You may not know all the celestial names, although you do know enough to start out your starry-night ventures on a friendly basis as opposed to someone coming to a party and not knowing any of the guests except the hosts.  You may in fact not even know the names of all the elements in story, even having written a book where you spent considerable time listing, describing, and in some cases relating well over three hundred of them.

The way such things work, you already have a file box with a set of index dividers, beginning to fill up with words, terms, and concepts not in your book; so yes, you could be taking steps toward a volume two of The Fiction Writer's Handbook.   You could also be indulging your collecting trait, assembling these things to play with as toys in moments of boredom or when on the verge of sleep of awakening.  

You encountered such a word not long ago, finding it by accident, a relic from days when you took a course called electric shop.  Armature. A coil or framework, something about which things are wrapped.  If that isn't the beginning of the description of a character, you don't know what is.  The thought excites you to the point of inventing characters, men and women about whom you wrap traits, tendencies, desires, and quirks.

Why didn't that go into volume one?  That is the point of looking at the night sky for inspiration; it reminds you of the constelations and orbits of words, concepts, and phrases.  So let's say you come up with another two or three hundred words and concepts not in volume one.  Now, we're talking six, seven hundred words or phrases, all things that are part of story.

Does a story have to have all these?  Do more of these elements make for a better story?  Answers:  no and no.  But also no and yes, yes and no.  Some stars, planets, asteroids, and comets are essential for a map of the skies, but the skilled artist can invent new ones, intensify or diminish their intensity, play with their orbits.  

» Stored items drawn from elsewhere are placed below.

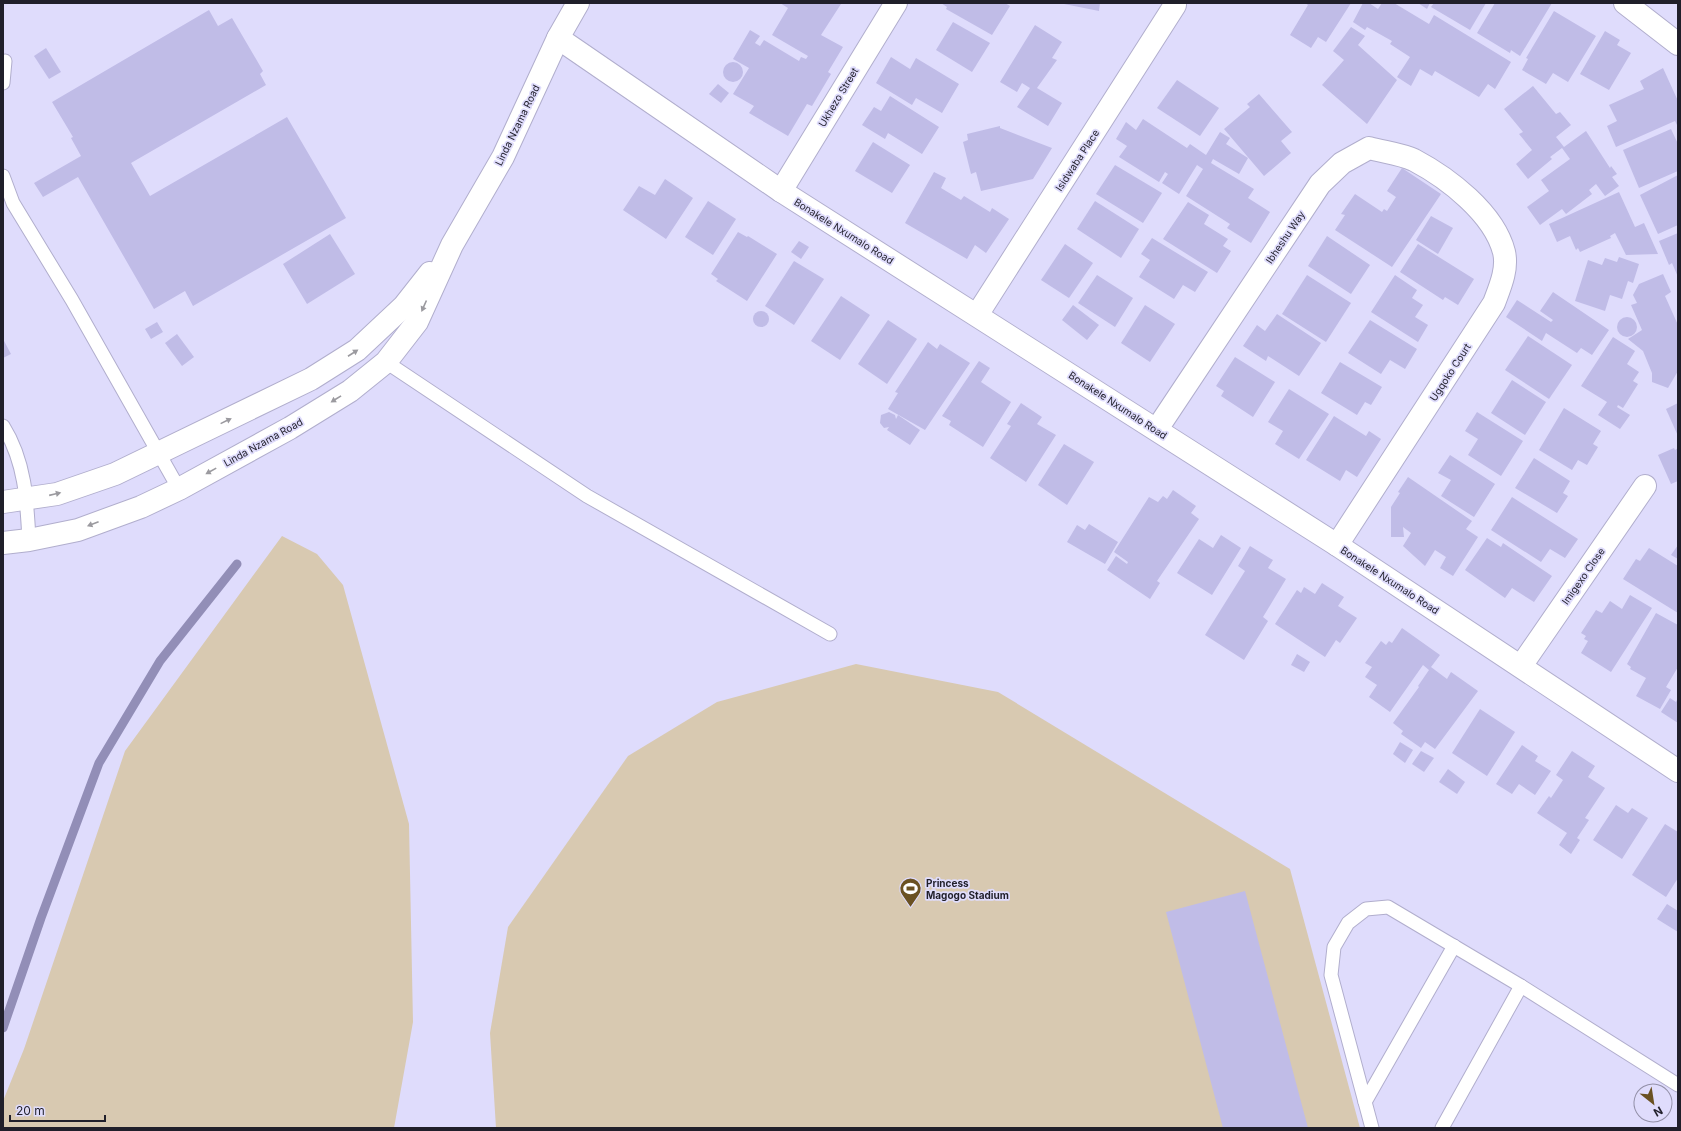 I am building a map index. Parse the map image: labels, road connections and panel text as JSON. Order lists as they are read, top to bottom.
{
  "streets": {
    "street": [
      "Ukhezo Street",
      "Linda Nzama Road",
      "Isidwaba Place",
      "Bonakele Nxumalo Road",
      "Ibheshu Way",
      "Ugqoko Court",
      "Imigexo Close"
    ]
  },
  "crossings": [
    ["Ukhezo Street", "Bonakele Nxumalo Road"],
    ["Linda Nzama Road", "Bonakele Nxumalo Road"],
    ["Isidwaba Place", "Bonakele Nxumalo Road"],
    ["Bonakele Nxumalo Road", "Ibheshu Way"],
    ["Bonakele Nxumalo Road", "Ugqoko Court"],
    ["Bonakele Nxumalo Road", "Imigexo Close"],
    ["Ibheshu Way", "Ugqoko Court"]
  ],
  "places": {
    "sports": ["Princess Magogo Stadium"]
  },
  "scale_bar": "20 m",
  "north": "bottom right"
} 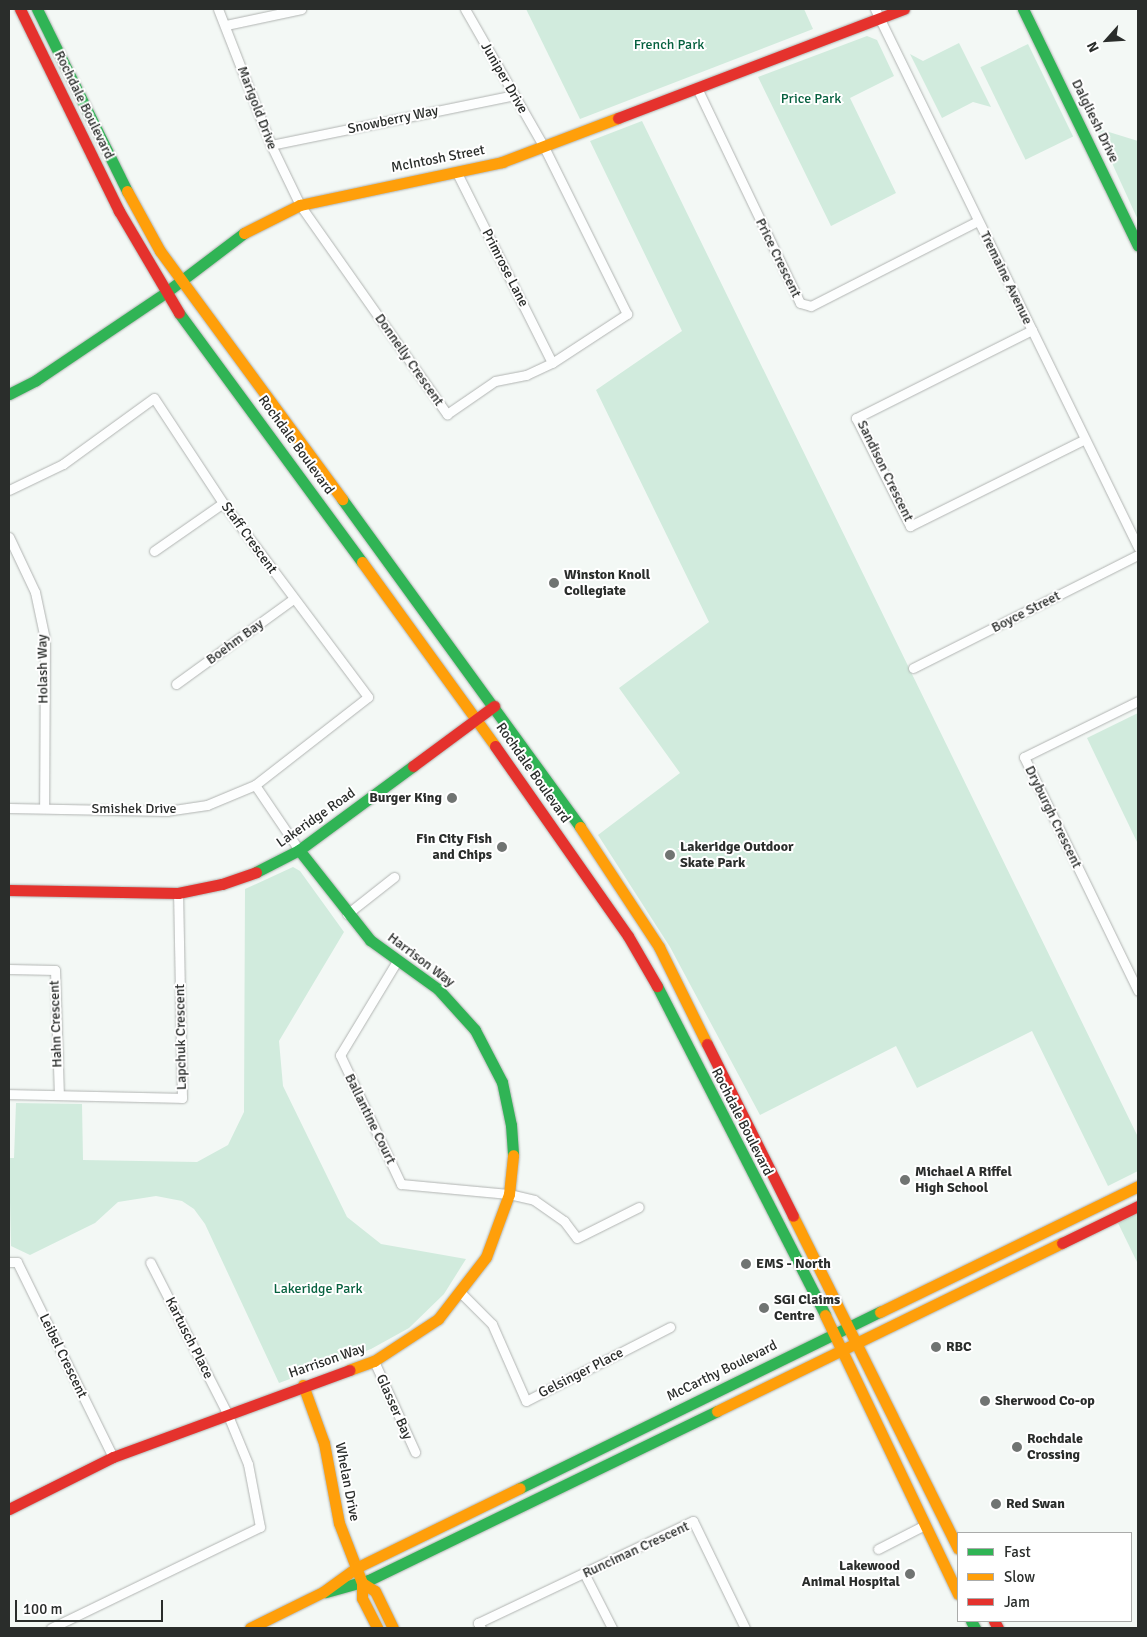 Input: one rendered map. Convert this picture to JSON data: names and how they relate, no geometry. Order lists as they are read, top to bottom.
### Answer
{
  "streets": {
    "main road": [
      "Rochdale Boulevard",
      "Dalgliesh Drive",
      "McIntosh Street",
      "Lakeridge Road",
      "Harrison Way",
      "McCarthy Boulevard",
      "Whelan Drive"
    ],
    "street": [
      "Juniper Drive",
      "Marigold Drive",
      "Snowberry Way",
      "Price Crescent",
      "Primrose Lane",
      "Tremaine Avenue",
      "Donnelly Crescent",
      "Sandison Crescent",
      "Staff Crescent",
      "Boyce Street",
      "Boehm Bay",
      "Holash Way",
      "Smishek Drive",
      "Dryburgh Crescent",
      "Hahn Crescent",
      "Lapchuk Crescent",
      "Ballantine Court",
      "Kartusch Place",
      "Leibel Crescent",
      "Gelsinger Place",
      "Glasser Bay",
      "Runciman Crescent"
    ]
  },
  "crossings": [
    ["Juniper Drive", "Snowberry Way"],
    ["Juniper Drive", "McIntosh Street"],
    ["Juniper Drive", "Donnelly Crescent"],
    ["Rochdale Boulevard", "McIntosh Street"],
    ["Rochdale Boulevard", "Lakeridge Road"],
    ["Rochdale Boulevard", "McCarthy Boulevard"],
    ["Marigold Drive", "Snowberry Way"],
    ["Marigold Drive", "McIntosh Street"],
    ["Marigold Drive", "Donnelly Crescent"],
    ["McIntosh Street", "Price Crescent"],
    ["McIntosh Street", "Primrose Lane"],
    ["McIntosh Street", "Tremaine Avenue"],
    ["McIntosh Street", "Donnelly Crescent"],
    ["Price Crescent", "Tremaine Avenue"],
    ["Primrose Lane", "Donnelly Crescent"],
    ["Tremaine Avenue", "Sandison Crescent"],
    ["Staff Crescent", "Boehm Bay"],
    ["Staff Crescent", "Smishek Drive"],
    ["Staff Crescent", "Harrison Way"],
    ["Holash Way", "Smishek Drive"],
    ["Smishek Drive", "Harrison Way"],
    ["Lakeridge Road", "Harrison Way"],
    ["Lakeridge Road", "Lapchuk Crescent"],
    ["Harrison Way", "Ballantine Court"],
    ["Harrison Way", "Kartusch Place"],
    ["Harrison Way", "Leibel Crescent"],
    ["Harrison Way", "Gelsinger Place"],
    ["Harrison Way", "Glasser Bay"],
    ["Harrison Way", "Whelan Drive"],
    ["Hahn Crescent", "Lapchuk Crescent"],
    ["McCarthy Boulevard", "Whelan Drive"]
  ],
  "parks": ["French Park", "Price Park", "Lakeridge Park"],
  "places": [
    "Winston Knoll Collegiate",
    "Burger King",
    "Fin City Fish and Chips",
    "Lakeridge Outdoor Skate Park",
    "Michael A Riffel High School",
    "EMS - North",
    "SGI Claims Centre",
    "RBC",
    "Sherwood Co-op",
    "Rochdale Crossing",
    "Red Swan",
    "Lakewood Animal Hospital"
  ],
  "legend": ["Fast", "Slow", "Jam"],
  "scale_bar": "100 m",
  "north": "bottom left"
}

You can know even more things about story and yet write remote, flat, unconvincing narratives that are what they are in name only.  But if you feel the elements and see their relationships, you don't need to know their names nor the periodicity of their orbits nor indeed the intensity of the light they radiate.

About those stars who sent out their dying light years ago and which you are only just seeing, they remind you of the men and women who wrote and wrestled with their work ages before your time.  You get the same sorts of feelings in libraries and bookstores as those you experience in special, dark places where you can see the stars.

You live in worlds of sensation, thoughts, relationships, and constellations, all in sensuous and sensual orbit.

Saturday, January 24, 2015

Rough Draft

You are not surprised when a student or client prefaces reading or sending their material to you with the warning, "This is a rough draft."  Perhaps this is some form of cosmic coming of age for those early years when you sent so much of your longer work out with only the slightest hint of revision, thinking to yourself as you did so, "What the hell, this is on-the-job training."


There are many positive things to be said for on-the-job training, not the least of them the steady production of work, held forth for peer examination.  Better still than on-the-job training, however, these strands of awareness writers must face if they hope to continue the pursuit of their craft.  (1) The stories of other writers that led them to wishing to become writers were far cries from rough draft, (2) There is nothing so daunting as trying to capture the early, hummingbird aspects of story in some coherent form, (3) Even when you think you've nailed it, an outside person will catch one or more glitches you hadn't even realized were there, (4) The outside person may not have the skills or experience of an editor, and (5) At best, if you work hard enough at the telling of your story, you stand a chance of avoiding humiliation.

All right; you've said it.  A thoughtful writer is at risk of humiliation.  Even writers who are not so thoughtful are at risk of failure.  Not all that long ago, September 5 of last year, to be exact, you had a reading and signing appearance at Skylight Books, in Los Angeles.  You were touched that a former student, Gina Nahai, herself a well-published and thoughtful writer, appeared, a warm body in support.  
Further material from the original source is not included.